From: Joachim Breitner <breitner@kit.edu>
Hi,
this is slightly off topic and in no way related to the recent
discussion about foundations and certification, but I created a new
theorem prover.
But first things first:
(The following text is also on my blog at https://www.joachim-breitner.de/blog/682)
In a few weeks, I will have the opportunity to offer a weekend workshop
to selected and motivated high school students to a topic of my choice.
My idea is to tell them something about logic, proofs, and the joy of
searching and finding proofs, and thegratification of irrevocable
truths.
While proving things on paper is already quite nice, it is much more
fun to use an interactive theorem prover, such as Isabelle, Coq or
Agda: You get immediate feedback, you can experiment and play around if
you are stuck, and you get lots of small successes. Someone once called
interactive theorem proving “the worlds most geekiest videogame”.
Unfortunately, I don’t think one can get high school students without
any prior knowledge in logic, or programming, or fancy mathematical
symbols, to do something meaningful with a system like Isabelle, so I
need something that is (much) easier to use. I always had this idea in
the back of my head that proving is not so much about writing text (as
in “normally written” proofs) or programs (as in Agda) or labeled
statements (as in Hilbert-style proofs), but rather something involving
facts that I have proven so far floating around freely, and way to
combine these facts to new facts, without the need to name them, or put
them in a particular order or sequence. In a way, I’m looking for
labVIEW wrestled through the Curry-Horward-isomorphism.
So I set out, rounded up a few contributors, implemented this idea, and
now I proudly present:
The Incredible Proof Machine
http://incredible.nomeata.de/
This interactive theorem prover allows you to do perform proofs purely
by dragging blocks (representing proof steps) onto the paper and
connecting them properly. There is no need to learn syntax, and hence
no frustration about getting that wrong. Furthermore, it comes with a
number of example tasks to experiment with, so you can simply see it as
a challenging computer came and work through them one by one, learning
something about the logical connectives and how they work as you go.

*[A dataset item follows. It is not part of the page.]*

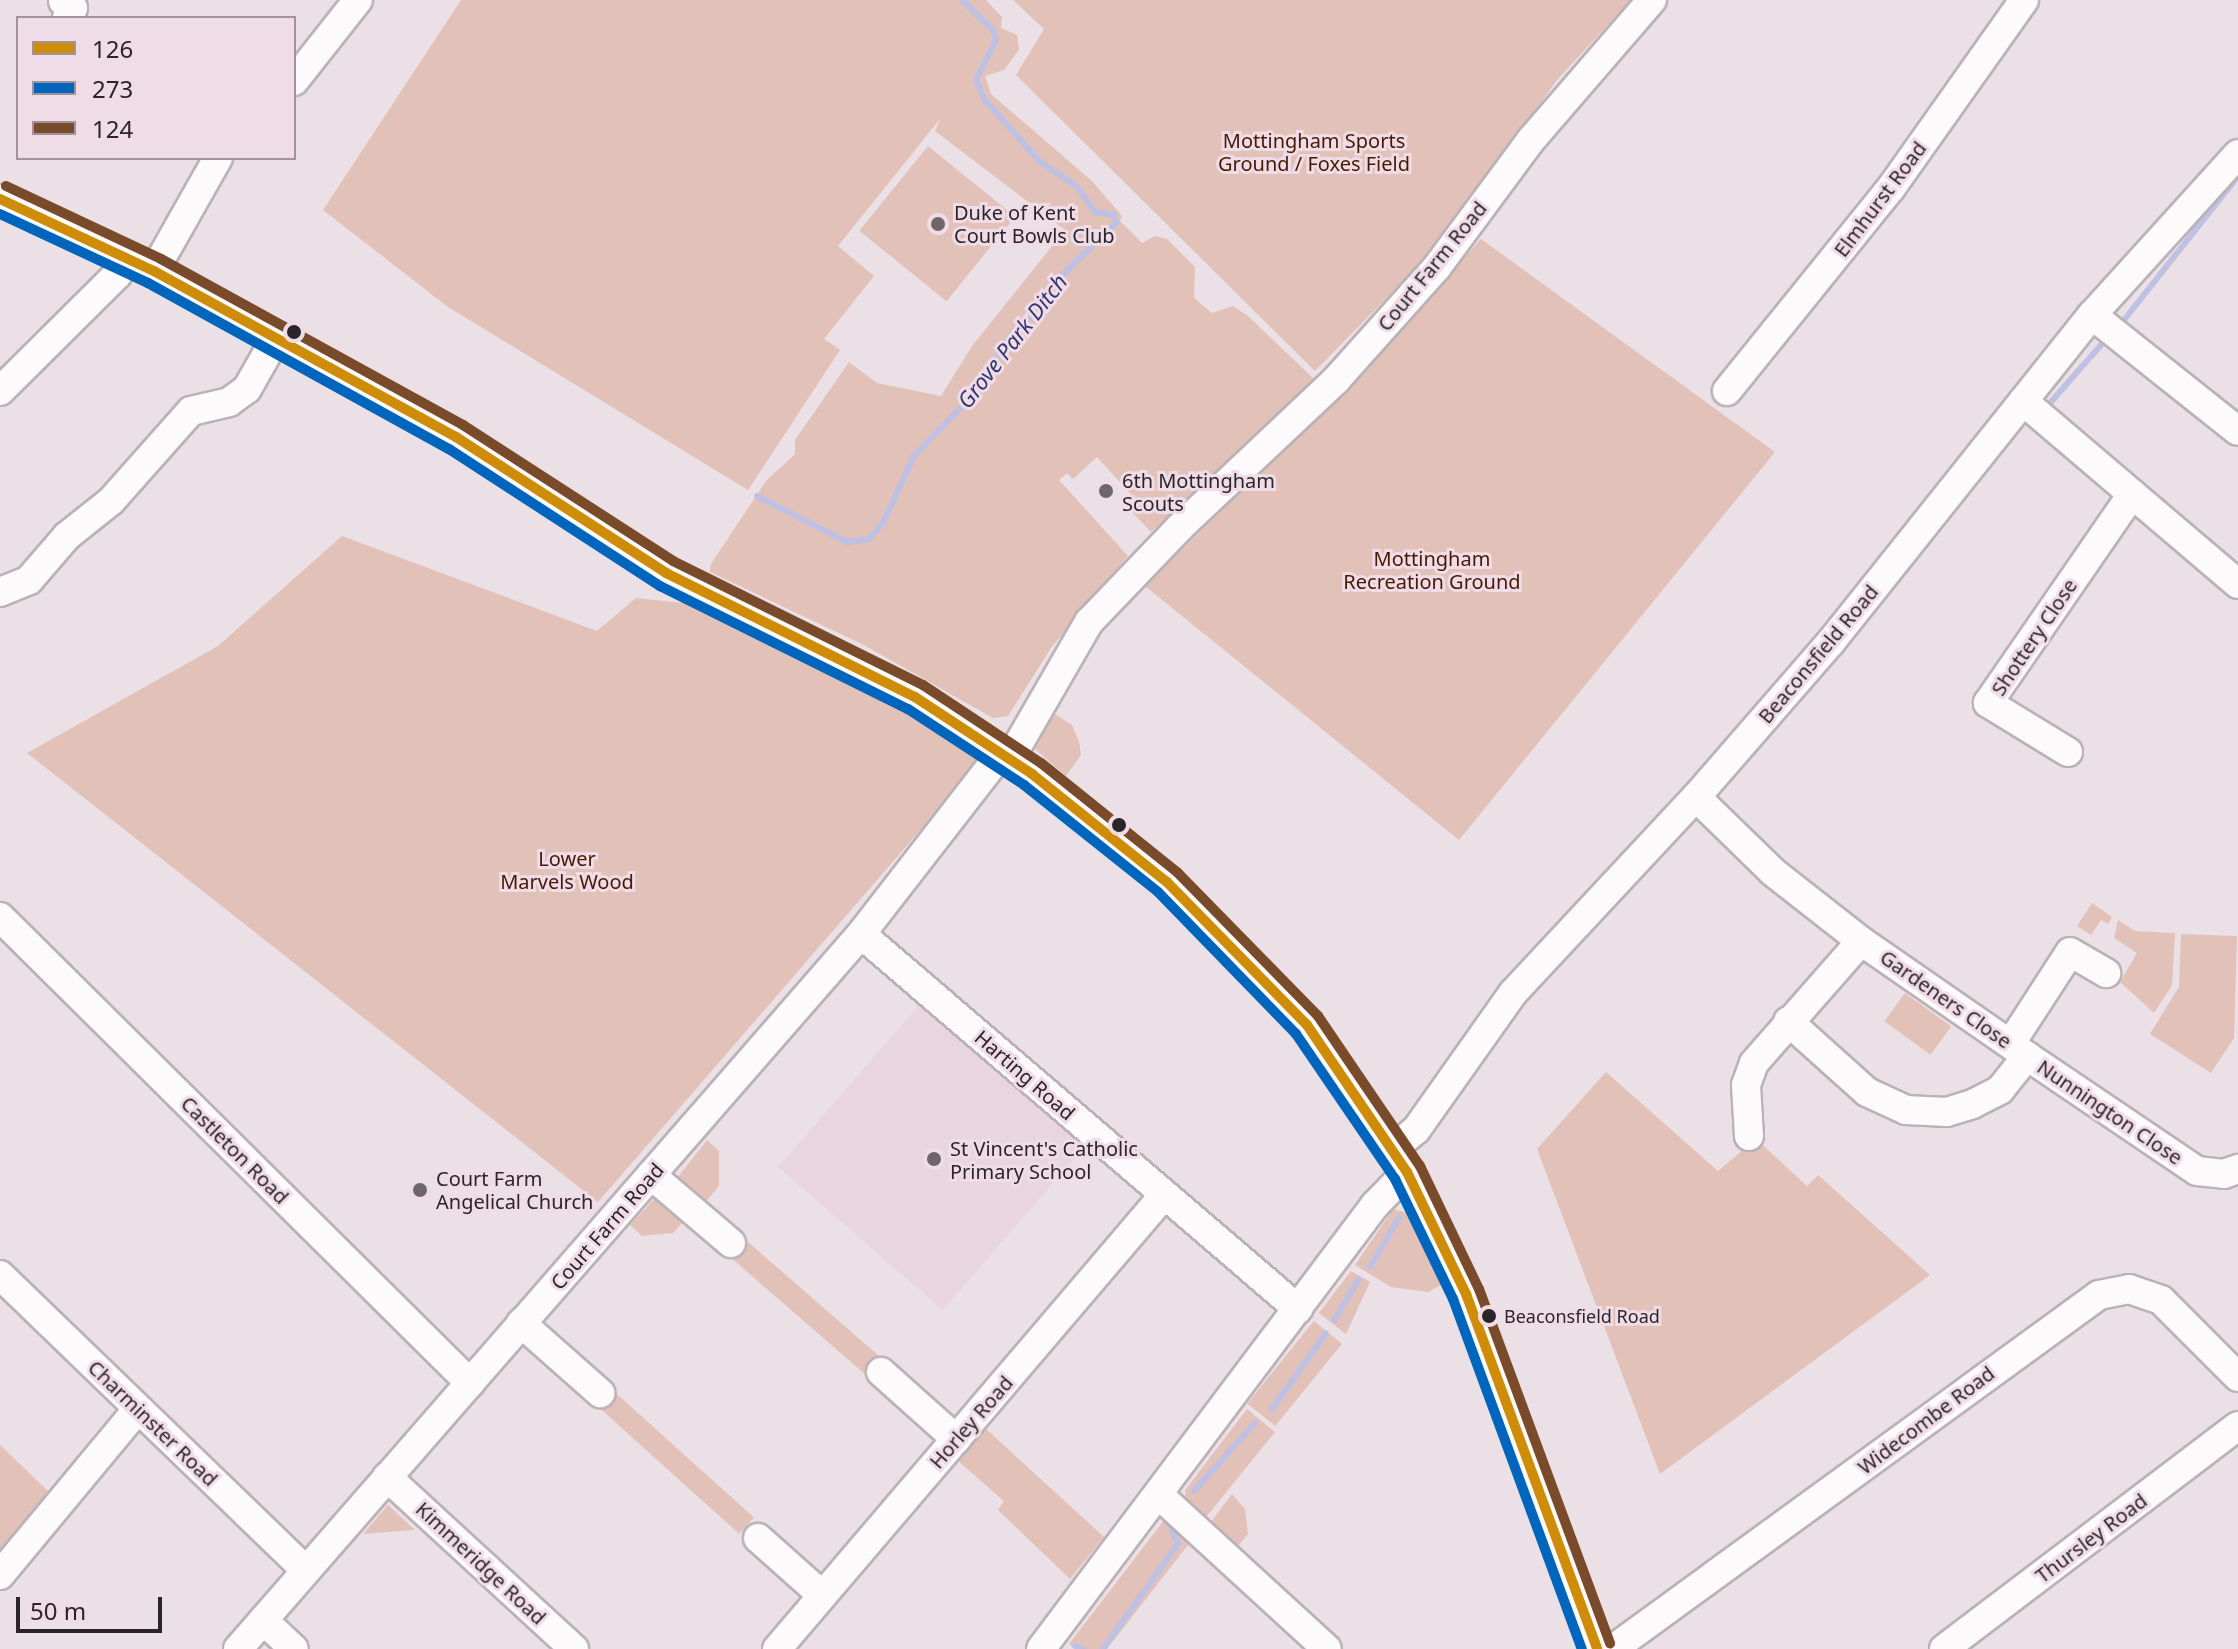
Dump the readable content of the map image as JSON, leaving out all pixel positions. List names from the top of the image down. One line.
{"streets":{"street":["Elmhurst Road","Court Farm Road","Shottery Close","Beaconsfield Road","Gardeners Close","Harting Road","Nunnington Close","Castleton Road","Widecombe Road","Horley Road","Charminster Road","Thursley Road","Kimmeridge Road"]},"crossings":[["Court Farm Road","Harting Road"],["Court Farm Road","Castleton Road"],["Court Farm Road","Charminster Road"],["Court Farm Road","Kimmeridge Road"],["Beaconsfield Road","Gardeners Close"],["Beaconsfield Road","Harting Road"],["Gardeners Close","Nunnington Close"],["Harting Road","Horley Road"]],"water":["Grove Park Ditch"],"parks":["Mottingham Sports Ground / Foxes Field","Mottingham Recreation Ground","Lower Marvels Wood"],"places":["Duke of Kent Court Bowls Club","6th Mottingham Scouts","St Vincent's Catholic Primary School","Court Farm Angelical Church","Beaconsfield Road"],"lines":["transit line 124","transit line 126","transit line 273"],"legend":["126","273","124"],"scale_bar":"50 m"}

For the actual workshop, my plan is to let the students first
try to solve the tasks of one session on their own, let them draw their
own conclusions and come up with an idea of what they just did, and
then deliver an explanation of the logical meaning of what they did.

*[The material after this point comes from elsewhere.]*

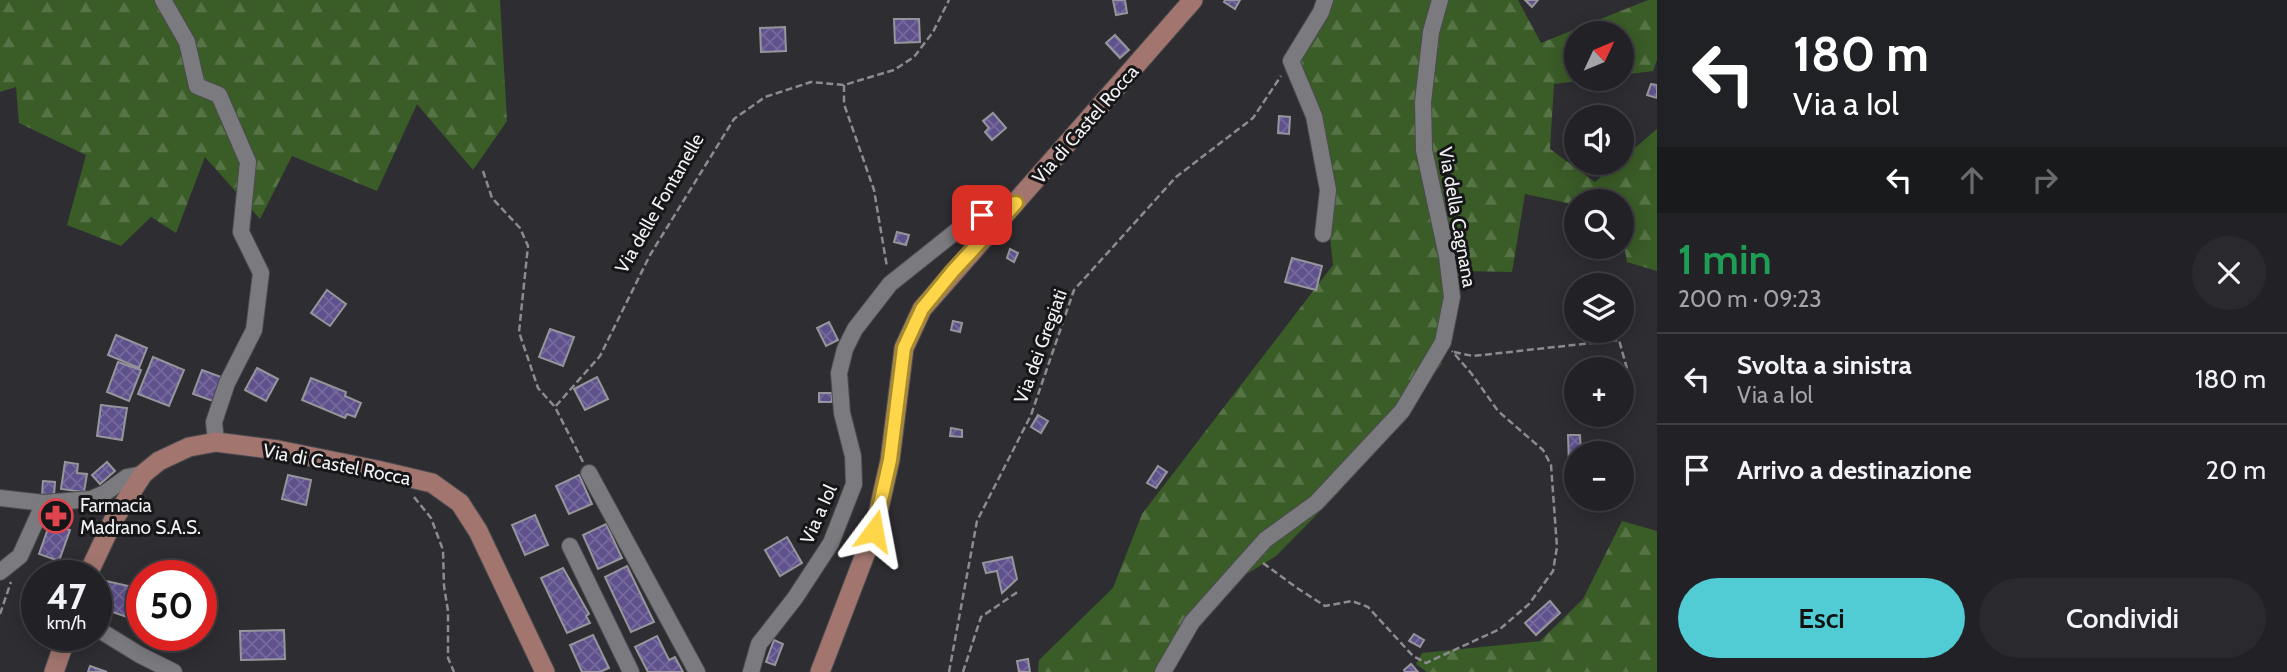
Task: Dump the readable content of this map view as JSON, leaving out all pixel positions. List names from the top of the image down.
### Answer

The implementation is heavily influenced by Isabelle: The software does
not know anything about, say, conjunction (∧) and implication (→). To
the core, everything is but an untyped lambda expression, and when two
blocks are connected, it does unification of the proposition present on
either side. This general framework is then instantiated by specifying
the basic rules (or axioms) in a descriptive manner. It is quite
feasible to implement other logics or formal systems on top of this as
well.
At this point I must thank Tobias for writing up his pattern
unification algorith so nicely back then:
http://www21.in.tum.de/~nipkow/pubs/lics93.html
Another influence of Isabelle is the non-linear editing: You neither
have to create the proof in a particular order nor have to manually
manage a “proof focus”. Instead, you can edit any bit of the proof at
any time, and the system checks all of it continuously.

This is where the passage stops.